Iran yesterday rejected any deadline to give a final response to a package drawn up by world powers seeking to end the nuclear crisis and said there should be more negotiations to reach a deal.
“The language of deadline-setting is not understandable to us. We gave them our response within a month as we said we would, now they have to reply to us,” Iranian Foreign Minister Manouchehr Mottaki told reporters, according to the official IRNA news agency.
Mottaki said Iran and representatives of the major powers had agreed at a July 19 meeting in Geneva to find common ground on both sides’ proposals aimed at ending the five-year standoff over Tehran’s nuclear drive.
“Both sides said that in future meetings they should work on the communalities of both frameworks in a constructive way to reach an agreement that satisfies both sides, otherwise Iran’s constructive activities will take their natural course,” he was quoted as saying by the ISNA news agency.
Iran on July 4 handed major powers what it said was its “constructive and creative” response to their offer presented by EU foreign policy envoy Javier Solana in June aimed at persuading Tehran to halt sensitive nuclear work.
However the US insisted on Wednesday that Iran must give an answer tomorrow, warning of consequences of any defiance by the Islamic republic.
The package, drawn up by the five permanent members of the UN Security Council plus Germany offers Tehran technology and negotiations if it suspends uranium enrichment, which the West fears could be used to make atomic weapons.

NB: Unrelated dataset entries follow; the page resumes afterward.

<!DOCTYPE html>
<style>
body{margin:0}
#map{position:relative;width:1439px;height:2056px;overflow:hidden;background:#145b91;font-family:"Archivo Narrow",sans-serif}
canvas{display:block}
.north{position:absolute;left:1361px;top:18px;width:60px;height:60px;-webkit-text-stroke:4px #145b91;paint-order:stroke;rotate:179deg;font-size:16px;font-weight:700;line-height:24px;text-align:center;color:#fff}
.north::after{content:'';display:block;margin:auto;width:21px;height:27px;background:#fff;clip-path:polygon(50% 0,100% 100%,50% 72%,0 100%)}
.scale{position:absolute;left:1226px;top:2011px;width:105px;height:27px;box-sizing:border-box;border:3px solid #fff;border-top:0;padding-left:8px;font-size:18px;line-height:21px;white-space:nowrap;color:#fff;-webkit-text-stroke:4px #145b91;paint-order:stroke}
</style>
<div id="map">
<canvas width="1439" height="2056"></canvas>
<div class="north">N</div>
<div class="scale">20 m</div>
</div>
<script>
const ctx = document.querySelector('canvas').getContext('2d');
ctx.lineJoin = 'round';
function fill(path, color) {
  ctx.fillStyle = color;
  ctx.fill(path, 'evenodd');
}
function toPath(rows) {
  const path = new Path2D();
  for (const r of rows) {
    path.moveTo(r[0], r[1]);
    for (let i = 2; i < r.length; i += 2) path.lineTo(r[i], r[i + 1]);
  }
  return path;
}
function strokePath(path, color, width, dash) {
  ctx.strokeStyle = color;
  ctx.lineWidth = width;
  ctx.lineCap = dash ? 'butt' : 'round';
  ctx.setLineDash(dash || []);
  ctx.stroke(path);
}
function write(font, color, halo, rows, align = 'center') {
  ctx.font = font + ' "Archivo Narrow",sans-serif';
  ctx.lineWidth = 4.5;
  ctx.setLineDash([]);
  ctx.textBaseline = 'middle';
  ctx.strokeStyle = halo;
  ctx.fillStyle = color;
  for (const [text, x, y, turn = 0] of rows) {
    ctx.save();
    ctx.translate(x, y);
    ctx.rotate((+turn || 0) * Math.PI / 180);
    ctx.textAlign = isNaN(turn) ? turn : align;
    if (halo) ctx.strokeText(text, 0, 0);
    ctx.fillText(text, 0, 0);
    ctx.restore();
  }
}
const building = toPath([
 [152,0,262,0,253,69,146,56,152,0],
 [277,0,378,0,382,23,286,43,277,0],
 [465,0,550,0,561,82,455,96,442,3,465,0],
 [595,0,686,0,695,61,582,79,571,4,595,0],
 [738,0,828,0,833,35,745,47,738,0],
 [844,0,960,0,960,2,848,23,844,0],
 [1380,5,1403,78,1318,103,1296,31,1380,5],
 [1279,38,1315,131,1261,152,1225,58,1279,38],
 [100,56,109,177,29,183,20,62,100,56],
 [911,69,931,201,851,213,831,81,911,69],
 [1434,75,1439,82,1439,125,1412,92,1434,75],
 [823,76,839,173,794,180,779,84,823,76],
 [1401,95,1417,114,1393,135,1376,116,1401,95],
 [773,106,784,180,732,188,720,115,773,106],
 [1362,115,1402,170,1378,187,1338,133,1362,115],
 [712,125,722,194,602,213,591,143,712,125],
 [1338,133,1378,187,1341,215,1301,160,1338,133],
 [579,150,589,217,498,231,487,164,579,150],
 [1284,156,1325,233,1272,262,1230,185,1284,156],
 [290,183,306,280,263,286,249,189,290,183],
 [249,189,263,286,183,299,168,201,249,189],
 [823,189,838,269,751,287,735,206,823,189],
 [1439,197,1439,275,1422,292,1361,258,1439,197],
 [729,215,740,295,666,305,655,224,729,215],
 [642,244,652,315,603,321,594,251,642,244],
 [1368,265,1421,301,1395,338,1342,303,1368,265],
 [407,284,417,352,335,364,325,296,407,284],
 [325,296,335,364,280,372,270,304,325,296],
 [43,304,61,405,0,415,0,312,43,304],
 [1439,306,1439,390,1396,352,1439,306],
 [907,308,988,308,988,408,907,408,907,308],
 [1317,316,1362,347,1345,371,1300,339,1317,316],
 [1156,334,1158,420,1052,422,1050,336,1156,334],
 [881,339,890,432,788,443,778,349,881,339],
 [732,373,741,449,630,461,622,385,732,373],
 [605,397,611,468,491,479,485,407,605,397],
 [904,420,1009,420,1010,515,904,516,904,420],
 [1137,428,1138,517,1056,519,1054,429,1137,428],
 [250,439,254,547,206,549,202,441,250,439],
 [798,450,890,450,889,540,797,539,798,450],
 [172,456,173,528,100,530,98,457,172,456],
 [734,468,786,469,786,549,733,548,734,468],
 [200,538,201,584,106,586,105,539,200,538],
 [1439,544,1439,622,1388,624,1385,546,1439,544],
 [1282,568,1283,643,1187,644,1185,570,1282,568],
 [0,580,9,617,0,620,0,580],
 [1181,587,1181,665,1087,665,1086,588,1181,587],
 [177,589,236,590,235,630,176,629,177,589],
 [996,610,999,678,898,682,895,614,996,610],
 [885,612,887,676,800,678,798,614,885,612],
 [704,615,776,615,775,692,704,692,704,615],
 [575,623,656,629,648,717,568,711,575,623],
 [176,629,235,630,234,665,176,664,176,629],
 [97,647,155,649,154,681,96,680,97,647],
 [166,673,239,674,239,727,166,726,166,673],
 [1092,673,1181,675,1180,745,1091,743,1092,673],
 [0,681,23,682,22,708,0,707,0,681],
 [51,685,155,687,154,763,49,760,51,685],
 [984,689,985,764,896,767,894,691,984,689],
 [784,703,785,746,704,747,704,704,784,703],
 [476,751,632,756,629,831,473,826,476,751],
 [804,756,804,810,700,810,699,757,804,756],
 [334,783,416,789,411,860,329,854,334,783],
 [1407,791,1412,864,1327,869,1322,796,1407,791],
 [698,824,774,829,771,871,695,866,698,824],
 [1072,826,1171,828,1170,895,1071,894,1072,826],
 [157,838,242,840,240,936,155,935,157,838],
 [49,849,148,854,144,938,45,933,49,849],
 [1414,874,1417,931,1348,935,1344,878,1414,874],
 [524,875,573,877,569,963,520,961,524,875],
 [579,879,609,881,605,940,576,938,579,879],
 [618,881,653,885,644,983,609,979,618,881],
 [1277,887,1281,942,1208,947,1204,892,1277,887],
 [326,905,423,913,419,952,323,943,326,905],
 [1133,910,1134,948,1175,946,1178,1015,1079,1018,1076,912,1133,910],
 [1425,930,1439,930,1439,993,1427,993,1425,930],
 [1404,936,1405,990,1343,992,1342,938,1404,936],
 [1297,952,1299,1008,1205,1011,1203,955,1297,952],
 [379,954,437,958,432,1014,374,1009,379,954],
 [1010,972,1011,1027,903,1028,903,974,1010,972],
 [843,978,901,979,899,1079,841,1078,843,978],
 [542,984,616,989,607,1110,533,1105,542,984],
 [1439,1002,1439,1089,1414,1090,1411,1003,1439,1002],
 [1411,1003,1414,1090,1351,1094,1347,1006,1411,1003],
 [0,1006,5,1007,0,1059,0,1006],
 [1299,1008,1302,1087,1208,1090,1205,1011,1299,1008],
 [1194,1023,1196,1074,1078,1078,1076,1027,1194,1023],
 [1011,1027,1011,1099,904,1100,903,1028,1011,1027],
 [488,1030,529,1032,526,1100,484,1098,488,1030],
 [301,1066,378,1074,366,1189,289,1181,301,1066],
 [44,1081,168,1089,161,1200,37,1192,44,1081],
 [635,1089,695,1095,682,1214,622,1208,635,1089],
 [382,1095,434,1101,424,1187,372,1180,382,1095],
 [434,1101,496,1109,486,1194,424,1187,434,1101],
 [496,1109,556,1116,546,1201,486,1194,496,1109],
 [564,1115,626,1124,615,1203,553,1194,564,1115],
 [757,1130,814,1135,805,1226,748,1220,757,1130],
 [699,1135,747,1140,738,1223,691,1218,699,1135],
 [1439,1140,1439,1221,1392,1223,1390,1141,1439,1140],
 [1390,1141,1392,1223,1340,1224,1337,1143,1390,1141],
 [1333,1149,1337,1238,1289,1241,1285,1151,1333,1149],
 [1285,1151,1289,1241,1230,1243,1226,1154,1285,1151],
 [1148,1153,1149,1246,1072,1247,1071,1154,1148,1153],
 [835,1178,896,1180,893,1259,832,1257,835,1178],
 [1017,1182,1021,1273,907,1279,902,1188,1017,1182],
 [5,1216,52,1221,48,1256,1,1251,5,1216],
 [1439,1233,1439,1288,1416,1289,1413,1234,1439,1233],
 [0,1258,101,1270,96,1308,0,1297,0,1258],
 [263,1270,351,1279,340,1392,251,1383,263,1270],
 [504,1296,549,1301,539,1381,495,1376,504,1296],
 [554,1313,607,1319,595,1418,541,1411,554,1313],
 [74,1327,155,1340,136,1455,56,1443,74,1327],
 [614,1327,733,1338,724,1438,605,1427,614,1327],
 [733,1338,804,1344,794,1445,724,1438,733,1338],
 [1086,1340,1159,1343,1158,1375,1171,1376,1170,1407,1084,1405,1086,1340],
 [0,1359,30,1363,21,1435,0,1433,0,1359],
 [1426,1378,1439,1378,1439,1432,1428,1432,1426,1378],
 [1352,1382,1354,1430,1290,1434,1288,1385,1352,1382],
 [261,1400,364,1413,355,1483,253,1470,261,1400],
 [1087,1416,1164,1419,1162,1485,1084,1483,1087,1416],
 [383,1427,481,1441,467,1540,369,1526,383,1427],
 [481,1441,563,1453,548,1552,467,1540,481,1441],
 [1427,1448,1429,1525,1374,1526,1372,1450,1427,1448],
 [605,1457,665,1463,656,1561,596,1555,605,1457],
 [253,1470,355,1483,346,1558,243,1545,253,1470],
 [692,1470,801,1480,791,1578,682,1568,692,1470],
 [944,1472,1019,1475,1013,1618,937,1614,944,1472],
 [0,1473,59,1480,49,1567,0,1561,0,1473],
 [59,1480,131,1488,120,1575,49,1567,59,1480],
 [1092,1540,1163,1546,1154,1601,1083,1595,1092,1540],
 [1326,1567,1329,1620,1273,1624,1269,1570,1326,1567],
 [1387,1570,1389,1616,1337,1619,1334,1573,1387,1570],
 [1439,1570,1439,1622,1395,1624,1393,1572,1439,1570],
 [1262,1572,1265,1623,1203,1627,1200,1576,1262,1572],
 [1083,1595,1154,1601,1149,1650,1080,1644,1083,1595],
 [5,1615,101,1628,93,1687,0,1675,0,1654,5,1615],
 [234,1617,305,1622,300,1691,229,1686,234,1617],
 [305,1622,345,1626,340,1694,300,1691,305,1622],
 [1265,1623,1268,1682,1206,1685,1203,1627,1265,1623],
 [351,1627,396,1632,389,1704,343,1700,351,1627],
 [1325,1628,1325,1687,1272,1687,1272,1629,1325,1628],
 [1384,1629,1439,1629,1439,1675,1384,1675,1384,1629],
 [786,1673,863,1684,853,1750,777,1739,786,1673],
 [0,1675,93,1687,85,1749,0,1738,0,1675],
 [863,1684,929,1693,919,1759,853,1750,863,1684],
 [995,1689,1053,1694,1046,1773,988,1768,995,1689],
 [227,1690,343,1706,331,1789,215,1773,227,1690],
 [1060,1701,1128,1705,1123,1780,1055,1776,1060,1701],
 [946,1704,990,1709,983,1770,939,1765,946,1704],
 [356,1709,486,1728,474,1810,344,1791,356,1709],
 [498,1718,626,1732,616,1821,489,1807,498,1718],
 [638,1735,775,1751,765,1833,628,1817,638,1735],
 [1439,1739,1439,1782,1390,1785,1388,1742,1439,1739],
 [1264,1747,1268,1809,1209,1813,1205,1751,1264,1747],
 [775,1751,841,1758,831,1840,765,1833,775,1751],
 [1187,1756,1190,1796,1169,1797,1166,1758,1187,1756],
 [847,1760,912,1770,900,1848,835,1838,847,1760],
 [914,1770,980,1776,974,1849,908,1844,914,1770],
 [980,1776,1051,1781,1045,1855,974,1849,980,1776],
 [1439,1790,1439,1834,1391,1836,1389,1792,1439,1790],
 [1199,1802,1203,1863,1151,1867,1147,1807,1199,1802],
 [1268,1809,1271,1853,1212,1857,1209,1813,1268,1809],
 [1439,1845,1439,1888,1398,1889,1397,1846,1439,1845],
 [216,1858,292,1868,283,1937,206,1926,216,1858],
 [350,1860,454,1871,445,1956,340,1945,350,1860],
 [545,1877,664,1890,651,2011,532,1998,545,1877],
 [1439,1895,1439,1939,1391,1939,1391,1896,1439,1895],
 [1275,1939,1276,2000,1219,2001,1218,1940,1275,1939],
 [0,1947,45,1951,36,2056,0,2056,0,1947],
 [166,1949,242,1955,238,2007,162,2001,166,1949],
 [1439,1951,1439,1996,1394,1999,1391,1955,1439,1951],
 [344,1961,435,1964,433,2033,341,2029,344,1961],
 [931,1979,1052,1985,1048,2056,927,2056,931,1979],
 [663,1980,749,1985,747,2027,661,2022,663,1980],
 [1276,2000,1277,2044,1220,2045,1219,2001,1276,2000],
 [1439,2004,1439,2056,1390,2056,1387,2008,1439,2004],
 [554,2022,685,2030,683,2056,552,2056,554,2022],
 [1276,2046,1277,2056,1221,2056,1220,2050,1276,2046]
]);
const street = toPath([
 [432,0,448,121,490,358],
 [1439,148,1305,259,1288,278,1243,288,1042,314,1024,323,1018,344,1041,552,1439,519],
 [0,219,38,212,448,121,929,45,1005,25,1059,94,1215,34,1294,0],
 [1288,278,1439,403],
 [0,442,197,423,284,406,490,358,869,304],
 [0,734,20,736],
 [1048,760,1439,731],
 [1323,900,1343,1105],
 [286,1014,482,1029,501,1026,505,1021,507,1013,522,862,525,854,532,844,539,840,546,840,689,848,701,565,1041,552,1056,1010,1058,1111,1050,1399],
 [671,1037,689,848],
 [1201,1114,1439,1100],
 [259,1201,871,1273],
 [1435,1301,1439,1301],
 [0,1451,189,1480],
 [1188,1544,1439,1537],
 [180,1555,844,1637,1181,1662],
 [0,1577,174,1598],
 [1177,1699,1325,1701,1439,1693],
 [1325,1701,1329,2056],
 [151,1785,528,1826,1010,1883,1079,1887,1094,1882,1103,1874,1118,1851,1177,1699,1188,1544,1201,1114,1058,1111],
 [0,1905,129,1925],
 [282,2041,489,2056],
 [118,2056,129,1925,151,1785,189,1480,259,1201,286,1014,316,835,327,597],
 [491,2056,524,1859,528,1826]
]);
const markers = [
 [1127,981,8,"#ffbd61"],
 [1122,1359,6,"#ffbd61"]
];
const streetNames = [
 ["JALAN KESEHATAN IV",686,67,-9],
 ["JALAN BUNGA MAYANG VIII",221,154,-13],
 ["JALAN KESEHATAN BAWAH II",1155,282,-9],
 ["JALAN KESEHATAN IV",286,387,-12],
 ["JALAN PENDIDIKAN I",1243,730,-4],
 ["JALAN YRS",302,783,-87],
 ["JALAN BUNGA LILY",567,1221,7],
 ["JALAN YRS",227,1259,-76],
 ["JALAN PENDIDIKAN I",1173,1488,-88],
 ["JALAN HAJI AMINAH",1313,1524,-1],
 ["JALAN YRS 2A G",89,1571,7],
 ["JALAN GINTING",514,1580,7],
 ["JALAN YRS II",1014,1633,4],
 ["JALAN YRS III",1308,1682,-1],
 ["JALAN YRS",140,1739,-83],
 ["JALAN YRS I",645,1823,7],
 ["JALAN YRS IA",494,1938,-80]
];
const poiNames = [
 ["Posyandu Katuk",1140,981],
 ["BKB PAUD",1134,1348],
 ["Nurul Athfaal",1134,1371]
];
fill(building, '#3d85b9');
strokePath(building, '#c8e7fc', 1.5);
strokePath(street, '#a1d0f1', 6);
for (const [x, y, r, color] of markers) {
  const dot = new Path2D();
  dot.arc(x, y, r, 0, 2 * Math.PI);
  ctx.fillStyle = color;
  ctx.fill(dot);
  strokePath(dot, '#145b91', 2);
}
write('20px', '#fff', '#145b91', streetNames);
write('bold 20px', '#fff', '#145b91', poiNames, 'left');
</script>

Iran’s top nuclear negotiator Saeed Jalili held further talks with Solana on July 19, at a meeting that was also attended by a top US diplomat in a major policy shift by Washington on the nuclear issue.
Solana said then that he expected an answer in a fortnight, but Tehran has since said there was no ultimatum or a deadline, just an agreement that it would examine the proposal during the two weeks.
“Perhaps based on incorrect analysis, some of the Geneva participants got the wrong expectation, but our job was to give our views to the 5+1 framework ... then we gave our own framework,” Mottaki said.
US State Department spokesman Sean McCormack said on Wednesday that there were “consequences diplomatically for defying the just demands of the Security Council.”
Iran has already been slapped with three sets of UN Security Council sanctions over its refusal to halt enrichment, a process which makes nuclear fuel but can also be used to make the core of a nuclear bomb.
It insists it has the right to nuclear technology as a signatory to the Non-Proliferation Treaty and denies Western claims it is seeking to build atomic weapons.